*WHAT YOU NEED TO DO*: What are the lines from the top of the entries through the one with "1px #3c3934) drop-shadow(0"? Write them out exactly, with no pictures.

··· RECORDED DATA

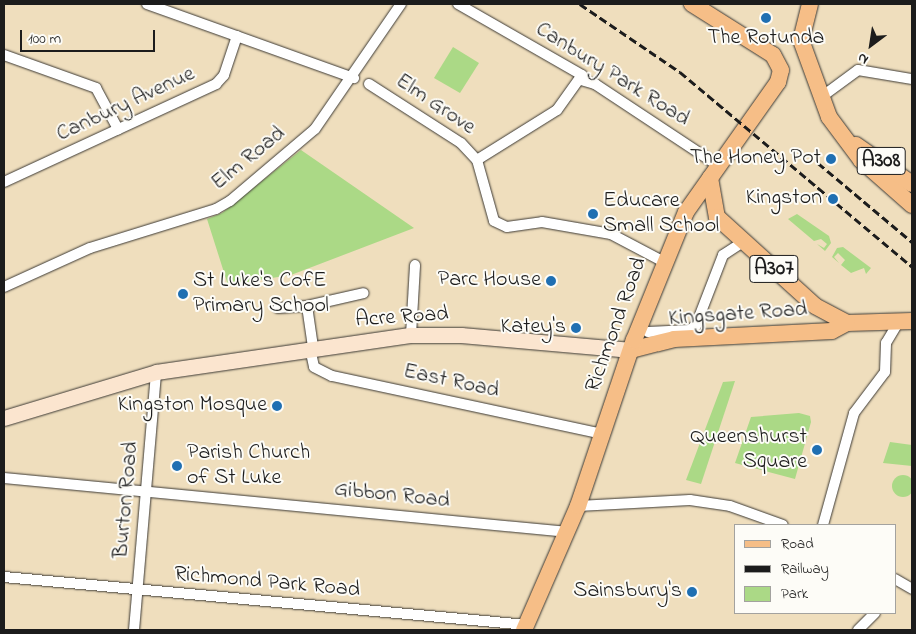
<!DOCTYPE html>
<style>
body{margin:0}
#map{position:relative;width:916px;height:634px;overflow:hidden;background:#efdebd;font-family:"Indie Flower",sans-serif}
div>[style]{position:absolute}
.green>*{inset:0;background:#abd986}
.round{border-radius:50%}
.roads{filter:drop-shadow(0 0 1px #3c3934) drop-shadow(0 0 1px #3c3934)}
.street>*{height:10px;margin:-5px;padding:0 5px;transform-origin:5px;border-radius:5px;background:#fff}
.secondary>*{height:15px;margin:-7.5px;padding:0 7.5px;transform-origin:7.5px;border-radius:7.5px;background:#fbe5cf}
.primary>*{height:16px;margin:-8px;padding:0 8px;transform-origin:8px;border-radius:8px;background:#f6be87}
.rail>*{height:2.5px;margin-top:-1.25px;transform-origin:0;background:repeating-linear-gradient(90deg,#1c1c1c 0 8px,transparent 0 12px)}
.dots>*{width:14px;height:14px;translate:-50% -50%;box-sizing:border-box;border:2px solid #fdfcf7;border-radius:50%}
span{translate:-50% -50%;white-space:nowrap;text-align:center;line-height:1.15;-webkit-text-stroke:4px #fdfcf7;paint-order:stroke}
.shield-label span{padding:1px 4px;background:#fdfcf7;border:1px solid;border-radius:4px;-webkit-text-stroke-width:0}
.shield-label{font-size:21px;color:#1c1c1c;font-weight:700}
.poi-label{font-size:22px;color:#1c1c1c}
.right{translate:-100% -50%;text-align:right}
.left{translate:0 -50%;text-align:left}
.street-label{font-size:22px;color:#1c1c1c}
.frame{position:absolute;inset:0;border:5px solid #1c1c1c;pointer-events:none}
.legend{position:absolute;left:734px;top:524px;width:162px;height:90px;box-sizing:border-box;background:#fdfcf7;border:1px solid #a3a29f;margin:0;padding:6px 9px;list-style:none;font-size:15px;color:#1c1c1c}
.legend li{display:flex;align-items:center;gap:10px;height:25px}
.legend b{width:25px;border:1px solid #a3a29f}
.north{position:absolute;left:846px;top:20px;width:50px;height:50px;-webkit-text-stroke:4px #fdfcf7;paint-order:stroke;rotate:211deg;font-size:14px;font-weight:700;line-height:20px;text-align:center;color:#1c1c1c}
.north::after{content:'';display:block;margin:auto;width:18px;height:22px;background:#1c1c1c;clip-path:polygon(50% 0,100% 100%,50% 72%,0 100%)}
.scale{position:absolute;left:20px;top:30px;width:135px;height:22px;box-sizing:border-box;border:2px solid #1c1c1c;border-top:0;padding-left:6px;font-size:15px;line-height:18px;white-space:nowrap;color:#1c1c1c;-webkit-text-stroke:4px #fdfcf7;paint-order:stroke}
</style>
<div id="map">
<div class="green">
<i style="clip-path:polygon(453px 47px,479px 63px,460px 93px,434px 78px)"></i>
<i style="clip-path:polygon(301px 150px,414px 228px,291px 275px,228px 285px,207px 219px,222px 213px)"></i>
<i style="clip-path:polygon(797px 214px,829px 236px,831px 243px,825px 251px,817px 244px,824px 248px,827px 244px,821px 239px,814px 241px,788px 219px)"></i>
<i style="clip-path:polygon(843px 247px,871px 268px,866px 274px,864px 268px,851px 273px,841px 265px,845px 260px,838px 253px,834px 257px,839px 263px,832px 257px,837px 248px)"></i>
<i style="clip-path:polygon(735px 381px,701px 484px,686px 480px,723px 382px)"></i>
<i style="clip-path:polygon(799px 413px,810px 416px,811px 422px,795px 479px,735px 463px,751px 417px)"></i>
<i style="clip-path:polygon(890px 442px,912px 445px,912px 466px,883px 463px)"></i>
<i class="round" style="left:892px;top:475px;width:22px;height:22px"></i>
</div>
<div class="roads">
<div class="street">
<i style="left:147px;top:4px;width:220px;rotate:19.7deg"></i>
<i style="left:458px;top:4px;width:143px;rotate:29.8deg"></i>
<i style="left:582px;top:75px;width:43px;rotate:125.5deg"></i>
<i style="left:557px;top:110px;width:94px;rotate:148deg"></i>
<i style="left:477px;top:160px;width:63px;rotate:74.4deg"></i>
<i style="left:494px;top:221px;width:14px;rotate:25deg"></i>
<i style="left:507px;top:227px;width:35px;rotate:-8deg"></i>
<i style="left:542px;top:222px;width:70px;rotate:9.9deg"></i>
<i style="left:611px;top:234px;width:60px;rotate:27.8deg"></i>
<i style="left:4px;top:55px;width:98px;rotate:19.7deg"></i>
<i style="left:96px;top:88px;width:47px;rotate:61.8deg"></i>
<i style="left:581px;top:80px;width:15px;rotate:16deg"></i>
<i style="left:595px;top:84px;width:149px;rotate:33.5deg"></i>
<i style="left:369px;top:84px;width:109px;rotate:32.7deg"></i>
<i style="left:461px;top:143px;width:23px;rotate:47deg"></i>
<i style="left:820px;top:98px;width:47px;rotate:-36.4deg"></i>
<i style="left:858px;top:70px;width:55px;rotate:9.5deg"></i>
<i style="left:4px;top:182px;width:234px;rotate:-24.8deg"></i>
<i style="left:216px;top:84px;width:12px;rotate:-48deg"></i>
<i style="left:224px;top:75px;width:41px;rotate:-71.6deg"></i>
<i style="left:4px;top:287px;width:94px;rotate:-24.4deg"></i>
<i style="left:90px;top:248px;width:132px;rotate:-17.2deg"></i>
<i style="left:216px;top:209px;width:16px;rotate:-30deg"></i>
<i style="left:230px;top:201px;width:111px;rotate:-40.3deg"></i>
<i style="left:315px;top:129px;width:152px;rotate:-55.5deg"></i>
<i style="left:278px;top:308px;width:29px;rotate:-4deg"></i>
<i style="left:648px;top:332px;width:42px;rotate:-2.7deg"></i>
<i style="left:690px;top:330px;width:9px;rotate:-41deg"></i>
<i style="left:411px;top:335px;width:70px;rotate:-86.7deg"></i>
<i style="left:691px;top:338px;width:89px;rotate:-68.9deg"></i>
<i style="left:723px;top:255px;width:24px;rotate:-33deg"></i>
<i style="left:313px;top:347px;width:41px;rotate:-98.3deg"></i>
<i style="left:307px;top:306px;width:58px;rotate:-12.8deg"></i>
<i style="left:310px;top:348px;width:19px;rotate:78deg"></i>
<i style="left:314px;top:367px;width:20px;rotate:27deg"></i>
<i style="left:332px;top:376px;width:276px;rotate:12.1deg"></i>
<i style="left:4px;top:478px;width:567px;rotate:5.47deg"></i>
<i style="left:578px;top:506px;width:112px;rotate:-3.1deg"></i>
<i style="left:690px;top:500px;width:40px;rotate:8.5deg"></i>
<i style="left:730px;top:506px;width:56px;rotate:19.7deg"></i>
<i style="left:823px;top:525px;width:116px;rotate:-74.5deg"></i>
<i style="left:854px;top:413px;width:51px;rotate:-52.9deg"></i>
<i style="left:885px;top:372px;width:29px;rotate:-88deg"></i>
<i style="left:886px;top:343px;width:23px;rotate:-59deg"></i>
<i style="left:4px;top:577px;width:525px;rotate:5.24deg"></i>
<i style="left:895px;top:579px;width:20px;rotate:30deg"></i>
<i style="left:134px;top:630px;width:259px;rotate:-85.1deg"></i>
<i style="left:858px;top:630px;width:24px;rotate:-45deg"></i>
</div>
<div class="secondary">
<i style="left:4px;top:418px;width:159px;rotate:-16.8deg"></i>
<i style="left:156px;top:372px;width:258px;rotate:-8.3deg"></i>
<i style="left:411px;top:335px;width:50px"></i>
<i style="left:461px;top:335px;width:171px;rotate:5deg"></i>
</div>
<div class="primary">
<i style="left:810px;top:4px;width:37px;rotate:104deg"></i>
<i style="left:801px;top:40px;width:82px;rotate:70deg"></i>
<i style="left:829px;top:117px;width:54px;rotate:53.3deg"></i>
<i style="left:861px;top:160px;width:68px;rotate:41.4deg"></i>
<i style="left:856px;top:145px;width:68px;rotate:34.9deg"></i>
<i style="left:710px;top:178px;width:40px;rotate:80deg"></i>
<i style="left:717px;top:217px;width:132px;rotate:42.2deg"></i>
<i style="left:815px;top:306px;width:36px;rotate:28deg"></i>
<i style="left:847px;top:323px;width:65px;rotate:-1.8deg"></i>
<i style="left:631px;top:350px;width:44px;rotate:-14.3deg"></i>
<i style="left:674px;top:339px;width:158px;rotate:-2.9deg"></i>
<i style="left:832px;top:331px;width:17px;rotate:-28deg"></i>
<i style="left:524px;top:630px;width:135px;rotate:-66.5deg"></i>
<i style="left:578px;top:506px;width:175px;rotate:-71.4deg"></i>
<i style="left:634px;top:340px;width:138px;rotate:-67.9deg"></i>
<i style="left:686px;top:212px;width:159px;rotate:-54.7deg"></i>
<i style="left:778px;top:82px;width:12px;rotate:-76deg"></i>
<i style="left:781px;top:70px;width:17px;rotate:-118deg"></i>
<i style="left:773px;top:55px;width:96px;rotate:-147.8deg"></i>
</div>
</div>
<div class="rail">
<i style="left:580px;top:4px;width:121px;rotate:34.2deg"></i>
<i style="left:680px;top:72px;width:303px;rotate:40deg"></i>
<i style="left:818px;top:163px;width:123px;rotate:40deg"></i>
</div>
<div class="dots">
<i style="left:766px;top:18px;background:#1f6fb2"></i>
<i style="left:831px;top:159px;background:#1f6fb2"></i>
<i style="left:833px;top:199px;background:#1f6fb2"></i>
<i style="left:593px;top:214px;background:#1f6fb2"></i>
<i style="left:551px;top:281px;background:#1f6fb2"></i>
<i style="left:183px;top:294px;background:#1f6fb2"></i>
<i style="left:576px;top:328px;background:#1f6fb2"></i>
<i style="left:277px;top:406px;background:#1f6fb2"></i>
<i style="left:817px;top:450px;background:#1f6fb2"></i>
<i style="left:177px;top:466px;background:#1f6fb2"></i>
<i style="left:692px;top:592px;background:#1f6fb2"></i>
</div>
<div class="shield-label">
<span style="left:881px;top:161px">A308</span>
<span style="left:774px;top:269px">A307</span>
</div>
<div class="poi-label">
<span style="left:766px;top:39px">The Rotunda</span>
<span class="right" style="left:821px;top:159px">The Honey Pot</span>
<span class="right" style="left:822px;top:199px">Kingston</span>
<span class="left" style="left:603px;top:214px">Educare<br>Small School</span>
<span class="left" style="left:193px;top:294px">St Luke's CofE<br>Primary School</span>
<span class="right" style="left:541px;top:281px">Parc House</span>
<span class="right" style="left:566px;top:328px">Katey's</span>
<span class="right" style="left:267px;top:406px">Kingston Mosque</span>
<span class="right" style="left:807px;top:450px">Queenshurst<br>Square</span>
<span class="left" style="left:187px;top:466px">Parish Church<br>of St Luke</span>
<span class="right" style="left:682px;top:592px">Sainsbury's</span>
</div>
<div class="street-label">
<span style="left:612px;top:75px;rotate:32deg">Canbury Park Road</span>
<span style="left:126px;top:105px;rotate:-25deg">Canbury Avenue</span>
<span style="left:435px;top:105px;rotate:34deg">Elm Grove</span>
<span style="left:249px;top:159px;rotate:-39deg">Elm Road</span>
<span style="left:738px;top:315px;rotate:-4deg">Kingsgate Road</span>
<span style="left:402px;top:318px;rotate:-4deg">Acre Road</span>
<span style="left:617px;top:325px;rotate:-70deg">Richmond Road</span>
<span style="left:451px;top:382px;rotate:12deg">East Road</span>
<span style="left:392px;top:496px;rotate:6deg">Gibbon Road</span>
<span style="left:127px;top:500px;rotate:-85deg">Burton Road</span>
<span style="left:267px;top:583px;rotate:5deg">Richmond Park Road</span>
</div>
<div class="frame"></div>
<ul class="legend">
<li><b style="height:6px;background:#f6be87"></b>Road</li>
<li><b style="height:6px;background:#1c1c1c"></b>Railway</li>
<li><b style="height:14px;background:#abd986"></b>Park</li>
</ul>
<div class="north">N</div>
<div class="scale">100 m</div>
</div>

······

*SOLUTION TO THE PROBLEM*:
<!DOCTYPE html>
<style>
body{margin:0}
#map{position:relative;width:916px;height:634px;overflow:hidden;background:#efdebd;font-family:"Indie Flower",sans-serif}
div>[style]{position:absolute}
.green>*{inset:0;background:#abd986}
.round{border-radius:50%}
.roads{filter:drop-shadow(0 0 1px #3c3934) drop-shadow(0 0 1px #3c3934)}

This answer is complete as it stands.